Ship of Fools

554 words

[1]

Hieronymous Bosch, "Ship of Fools"

What lessons can be learned from the demands and sayings [2] of James J. Lee, eco-martyr? No race or movement is devoid of crazies, including my own. Shit happens. What can be said, though, is that few movements are more ideologically directed toward the extermination of human life than radical environmentalism [3]. Even the homicidal Luddite Ted Kaczysnki [4] rationalized his decades-long killing spree as being an investment in the greater good of humanity.

For James J. Lee, killing off humans is the message. He’s angry about how they’re breeding at an unsustainable rate and believes cruel and genocidal measures are necessary to save the planet. In fact, he got so angry about breeders doing it like they do on the Discovery Channel [5] that he went there with a gun to demand that they add more anti-human programming. After a prolonged hostage crisis, the FBI agreed to a compromise in which one human life was terminated on behalf of Planet Earth. His.

Fortunately, nobody at the Discovery Channel, including MythBusters’ Kari Byron [6], was killed or injured during the traumatic stand-off.

One lesson this episode reinforces is that while Asians rarely carry firearms, when they do, death [7] is [8] imminent [9]. Another lesson is that these sorts of outbursts are a bad idea. The Unabomber brought some pretty sensible objections to the Industrial Revolution down with him. James von Brunn reinforced the worst stereotypes about people who are critical of Jewish influence. I suppose it’s admirable when people become so passionate about what they believe in that they’re prepared to take decisive action, but going around killing people is not only morally reprehensible . . . it’s bad for the cause.

James J. Lee does raise some serious questions about the sustainability of our current course, though I believe others have had a better understanding of the problem and a better ability to communicate than he did. Kaczynski, for instance, forces the open-minded person to critically examine whether technological progress is necessarily a good thing in his manifesto [4]. He even wrote an amusing play, “Ship of Fools [10],” that drives home his thesis.

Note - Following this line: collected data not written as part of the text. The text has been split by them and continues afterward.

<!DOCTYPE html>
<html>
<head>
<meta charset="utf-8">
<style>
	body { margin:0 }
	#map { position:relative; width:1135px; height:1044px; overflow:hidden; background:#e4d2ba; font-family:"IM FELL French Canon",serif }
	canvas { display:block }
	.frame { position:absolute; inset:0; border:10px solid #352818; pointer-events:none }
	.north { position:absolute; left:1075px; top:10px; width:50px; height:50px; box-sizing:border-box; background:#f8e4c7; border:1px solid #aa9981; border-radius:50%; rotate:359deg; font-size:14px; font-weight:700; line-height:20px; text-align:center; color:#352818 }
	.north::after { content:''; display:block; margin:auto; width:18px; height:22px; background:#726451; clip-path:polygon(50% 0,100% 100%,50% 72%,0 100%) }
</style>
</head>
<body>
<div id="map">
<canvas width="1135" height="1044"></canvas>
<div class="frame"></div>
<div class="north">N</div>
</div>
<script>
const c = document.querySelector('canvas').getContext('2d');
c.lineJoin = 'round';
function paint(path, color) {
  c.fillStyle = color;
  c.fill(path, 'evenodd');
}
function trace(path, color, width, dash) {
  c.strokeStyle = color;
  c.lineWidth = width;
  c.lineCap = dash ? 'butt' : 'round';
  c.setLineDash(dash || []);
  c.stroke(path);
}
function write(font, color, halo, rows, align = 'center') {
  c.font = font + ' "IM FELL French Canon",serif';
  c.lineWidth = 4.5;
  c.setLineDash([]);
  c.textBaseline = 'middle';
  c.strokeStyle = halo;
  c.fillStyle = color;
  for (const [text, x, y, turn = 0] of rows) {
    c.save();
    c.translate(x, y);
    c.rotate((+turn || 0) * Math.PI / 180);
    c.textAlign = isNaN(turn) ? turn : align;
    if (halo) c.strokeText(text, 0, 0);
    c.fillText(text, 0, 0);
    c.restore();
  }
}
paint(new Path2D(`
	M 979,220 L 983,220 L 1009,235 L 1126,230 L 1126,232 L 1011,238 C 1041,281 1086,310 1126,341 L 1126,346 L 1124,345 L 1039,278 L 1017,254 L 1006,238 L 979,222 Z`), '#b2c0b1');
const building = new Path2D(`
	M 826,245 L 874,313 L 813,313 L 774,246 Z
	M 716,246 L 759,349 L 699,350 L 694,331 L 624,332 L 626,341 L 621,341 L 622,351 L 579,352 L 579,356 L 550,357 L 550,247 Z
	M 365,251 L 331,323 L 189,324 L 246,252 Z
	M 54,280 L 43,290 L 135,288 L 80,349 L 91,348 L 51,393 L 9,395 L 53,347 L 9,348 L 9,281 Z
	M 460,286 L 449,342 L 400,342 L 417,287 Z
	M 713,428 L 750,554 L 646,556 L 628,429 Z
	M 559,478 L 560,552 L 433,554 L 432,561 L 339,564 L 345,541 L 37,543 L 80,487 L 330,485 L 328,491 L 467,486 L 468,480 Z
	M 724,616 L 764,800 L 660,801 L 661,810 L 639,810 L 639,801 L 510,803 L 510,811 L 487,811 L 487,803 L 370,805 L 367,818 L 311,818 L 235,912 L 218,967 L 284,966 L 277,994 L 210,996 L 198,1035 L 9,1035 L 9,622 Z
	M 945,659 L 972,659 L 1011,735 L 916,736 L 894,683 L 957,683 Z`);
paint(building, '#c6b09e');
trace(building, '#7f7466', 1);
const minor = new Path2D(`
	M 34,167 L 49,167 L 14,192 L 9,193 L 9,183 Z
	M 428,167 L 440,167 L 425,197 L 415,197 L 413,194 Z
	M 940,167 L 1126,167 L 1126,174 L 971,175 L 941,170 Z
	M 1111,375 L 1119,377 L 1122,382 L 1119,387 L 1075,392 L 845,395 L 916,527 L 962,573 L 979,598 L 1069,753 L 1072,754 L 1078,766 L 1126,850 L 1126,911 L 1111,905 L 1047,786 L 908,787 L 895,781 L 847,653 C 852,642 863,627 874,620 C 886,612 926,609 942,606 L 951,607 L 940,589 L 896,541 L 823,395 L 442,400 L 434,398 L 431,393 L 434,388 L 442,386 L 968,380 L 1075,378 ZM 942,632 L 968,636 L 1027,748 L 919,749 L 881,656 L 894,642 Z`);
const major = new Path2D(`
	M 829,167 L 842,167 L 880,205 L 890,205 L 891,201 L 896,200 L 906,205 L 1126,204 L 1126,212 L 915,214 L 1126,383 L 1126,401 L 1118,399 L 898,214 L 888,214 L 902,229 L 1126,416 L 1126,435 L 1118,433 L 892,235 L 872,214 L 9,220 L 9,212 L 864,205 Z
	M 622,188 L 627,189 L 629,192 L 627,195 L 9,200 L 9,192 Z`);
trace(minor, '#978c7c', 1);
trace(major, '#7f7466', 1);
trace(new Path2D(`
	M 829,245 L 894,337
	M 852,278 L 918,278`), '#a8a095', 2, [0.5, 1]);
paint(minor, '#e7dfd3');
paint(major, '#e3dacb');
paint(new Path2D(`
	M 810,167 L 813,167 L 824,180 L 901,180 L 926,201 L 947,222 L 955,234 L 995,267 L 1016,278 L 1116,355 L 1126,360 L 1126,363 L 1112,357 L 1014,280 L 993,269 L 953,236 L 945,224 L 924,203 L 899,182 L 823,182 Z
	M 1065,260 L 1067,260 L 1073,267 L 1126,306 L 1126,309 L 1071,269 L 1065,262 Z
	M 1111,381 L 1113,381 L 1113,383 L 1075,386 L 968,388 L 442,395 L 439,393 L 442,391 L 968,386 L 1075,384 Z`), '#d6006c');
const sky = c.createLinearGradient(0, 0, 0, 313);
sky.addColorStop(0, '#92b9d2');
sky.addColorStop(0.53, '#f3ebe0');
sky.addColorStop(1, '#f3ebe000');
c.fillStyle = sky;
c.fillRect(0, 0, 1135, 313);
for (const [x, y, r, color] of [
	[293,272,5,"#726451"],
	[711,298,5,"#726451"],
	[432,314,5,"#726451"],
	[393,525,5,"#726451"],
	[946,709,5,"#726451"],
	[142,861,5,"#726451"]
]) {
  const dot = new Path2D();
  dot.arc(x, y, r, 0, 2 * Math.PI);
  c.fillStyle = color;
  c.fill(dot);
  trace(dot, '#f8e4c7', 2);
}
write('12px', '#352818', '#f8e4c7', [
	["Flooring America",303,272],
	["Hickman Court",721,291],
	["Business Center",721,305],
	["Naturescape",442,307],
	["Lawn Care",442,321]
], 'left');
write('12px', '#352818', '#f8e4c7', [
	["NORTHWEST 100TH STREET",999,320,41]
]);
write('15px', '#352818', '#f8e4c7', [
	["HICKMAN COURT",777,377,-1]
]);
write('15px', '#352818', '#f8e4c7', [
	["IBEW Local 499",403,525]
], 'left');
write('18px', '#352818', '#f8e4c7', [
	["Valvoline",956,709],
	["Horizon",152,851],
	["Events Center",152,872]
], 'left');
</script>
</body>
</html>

The bottom line is that we do need to be careful to guide technological progress. We do need to protect the environment. We do need to be competent stewards of the land. We do need to assure that population growth and consumption rates are sustainable. But we don’t need to do it in the spirit of self-flagellating neo-puritanical moralizing that Al Gore, James J. Lee, and the rest of the environmentalist movement envision. We need to do it with immigration restriction [11], cessation of incentives for invasive populations to reproduce at unsustainable rates, and practical efforts toward sustainable agriculture and simple living.

Madison Grant, Conservationist

We need to do it in the spirit of conservationism. In a better time, one in which the White American spirit was healthier, serious men took serious measures to preserve the splendor of this majestic Continent and assure the proliferation of its wildlife and ecosystems. President Theodore Roosevelt’s efforts to create our national parks accomplished far more than Al Gore could dream of. America’s foremost conservationist, Madison Grant [12], left a lasting legacy of preserving North America’s endangered species, with a special emphasis on one endangered sub-species of primate in particular: the White race [13].